— What to produce —
Go through the material below and copy each line where the word "Instruction" appears.

— Data provided —
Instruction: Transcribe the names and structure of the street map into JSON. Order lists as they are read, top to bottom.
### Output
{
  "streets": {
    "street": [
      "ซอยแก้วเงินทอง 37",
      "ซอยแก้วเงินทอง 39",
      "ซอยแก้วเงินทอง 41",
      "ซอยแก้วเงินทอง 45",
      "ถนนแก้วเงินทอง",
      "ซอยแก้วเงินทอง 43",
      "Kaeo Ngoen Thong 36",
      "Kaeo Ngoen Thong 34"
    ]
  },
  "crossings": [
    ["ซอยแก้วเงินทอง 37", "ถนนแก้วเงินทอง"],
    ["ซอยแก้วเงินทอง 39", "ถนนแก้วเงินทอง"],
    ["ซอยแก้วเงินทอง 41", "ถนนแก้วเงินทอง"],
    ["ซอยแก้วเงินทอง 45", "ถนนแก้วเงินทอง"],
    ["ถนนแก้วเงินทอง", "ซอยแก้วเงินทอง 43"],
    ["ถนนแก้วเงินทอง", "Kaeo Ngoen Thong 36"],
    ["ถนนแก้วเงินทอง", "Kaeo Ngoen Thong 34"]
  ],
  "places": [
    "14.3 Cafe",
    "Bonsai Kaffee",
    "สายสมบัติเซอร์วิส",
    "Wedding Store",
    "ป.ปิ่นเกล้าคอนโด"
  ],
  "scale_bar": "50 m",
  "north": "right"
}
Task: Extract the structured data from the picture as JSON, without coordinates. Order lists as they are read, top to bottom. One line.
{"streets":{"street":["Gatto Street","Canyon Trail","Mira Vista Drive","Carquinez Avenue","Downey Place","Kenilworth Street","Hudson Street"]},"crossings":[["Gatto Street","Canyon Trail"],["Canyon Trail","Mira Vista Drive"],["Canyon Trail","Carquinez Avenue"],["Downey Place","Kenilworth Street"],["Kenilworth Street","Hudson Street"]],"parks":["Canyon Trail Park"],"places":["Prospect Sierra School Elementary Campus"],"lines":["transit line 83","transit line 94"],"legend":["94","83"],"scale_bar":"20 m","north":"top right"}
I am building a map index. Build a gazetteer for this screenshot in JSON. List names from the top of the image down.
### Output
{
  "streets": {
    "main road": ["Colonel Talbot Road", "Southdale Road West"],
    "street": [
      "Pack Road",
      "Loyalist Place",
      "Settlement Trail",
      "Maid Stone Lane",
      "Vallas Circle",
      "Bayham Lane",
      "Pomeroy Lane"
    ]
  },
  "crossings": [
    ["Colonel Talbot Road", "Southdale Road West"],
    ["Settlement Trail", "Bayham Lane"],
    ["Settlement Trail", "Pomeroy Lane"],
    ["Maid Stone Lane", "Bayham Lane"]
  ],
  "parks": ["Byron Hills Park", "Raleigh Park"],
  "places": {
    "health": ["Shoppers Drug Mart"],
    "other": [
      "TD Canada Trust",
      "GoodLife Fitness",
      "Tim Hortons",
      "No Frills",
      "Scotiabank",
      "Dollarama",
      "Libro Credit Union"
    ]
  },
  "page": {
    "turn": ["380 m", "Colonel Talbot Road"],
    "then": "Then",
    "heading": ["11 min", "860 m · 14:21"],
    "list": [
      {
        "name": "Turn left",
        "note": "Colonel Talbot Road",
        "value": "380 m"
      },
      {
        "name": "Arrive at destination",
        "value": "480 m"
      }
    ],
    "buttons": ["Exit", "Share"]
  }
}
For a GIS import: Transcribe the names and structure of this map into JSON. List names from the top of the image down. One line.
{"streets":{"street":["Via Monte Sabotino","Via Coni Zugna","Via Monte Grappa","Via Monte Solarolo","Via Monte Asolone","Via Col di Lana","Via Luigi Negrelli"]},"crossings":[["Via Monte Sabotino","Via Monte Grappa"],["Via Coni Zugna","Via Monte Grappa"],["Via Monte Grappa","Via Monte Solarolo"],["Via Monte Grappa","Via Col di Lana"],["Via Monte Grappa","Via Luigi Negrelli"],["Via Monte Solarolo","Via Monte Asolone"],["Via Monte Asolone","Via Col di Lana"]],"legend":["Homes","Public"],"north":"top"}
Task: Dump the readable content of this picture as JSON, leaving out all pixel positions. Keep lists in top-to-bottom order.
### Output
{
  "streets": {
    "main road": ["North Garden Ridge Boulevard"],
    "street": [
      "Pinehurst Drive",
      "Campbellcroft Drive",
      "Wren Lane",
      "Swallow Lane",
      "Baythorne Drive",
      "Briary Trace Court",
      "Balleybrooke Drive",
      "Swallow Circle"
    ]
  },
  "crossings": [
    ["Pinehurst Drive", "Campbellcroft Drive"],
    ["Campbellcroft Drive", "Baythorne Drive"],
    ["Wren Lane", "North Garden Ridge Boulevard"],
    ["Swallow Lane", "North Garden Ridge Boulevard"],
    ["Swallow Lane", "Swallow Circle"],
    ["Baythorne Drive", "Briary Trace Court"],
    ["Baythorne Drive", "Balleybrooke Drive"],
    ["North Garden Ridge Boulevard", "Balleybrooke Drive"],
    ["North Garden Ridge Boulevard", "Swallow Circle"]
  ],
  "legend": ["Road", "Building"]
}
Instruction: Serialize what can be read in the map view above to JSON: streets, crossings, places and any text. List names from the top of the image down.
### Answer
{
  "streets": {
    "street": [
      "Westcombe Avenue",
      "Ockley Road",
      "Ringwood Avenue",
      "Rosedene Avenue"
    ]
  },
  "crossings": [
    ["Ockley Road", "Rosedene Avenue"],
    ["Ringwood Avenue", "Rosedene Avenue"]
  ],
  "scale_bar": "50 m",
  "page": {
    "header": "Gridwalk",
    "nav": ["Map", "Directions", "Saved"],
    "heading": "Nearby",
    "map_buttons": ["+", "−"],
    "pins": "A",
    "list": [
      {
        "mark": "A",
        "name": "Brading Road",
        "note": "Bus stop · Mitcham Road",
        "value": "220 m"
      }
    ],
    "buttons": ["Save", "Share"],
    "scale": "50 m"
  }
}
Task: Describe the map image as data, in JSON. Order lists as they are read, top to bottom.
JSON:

— Your solution —
Instruction: Transcribe the names and structure of the street map into JSON. Order lists as they are read, top to bottom.
Instruction: Serialize what can be read in the map view above to JSON: streets, crossings, places and any text. List names from the top of the image down.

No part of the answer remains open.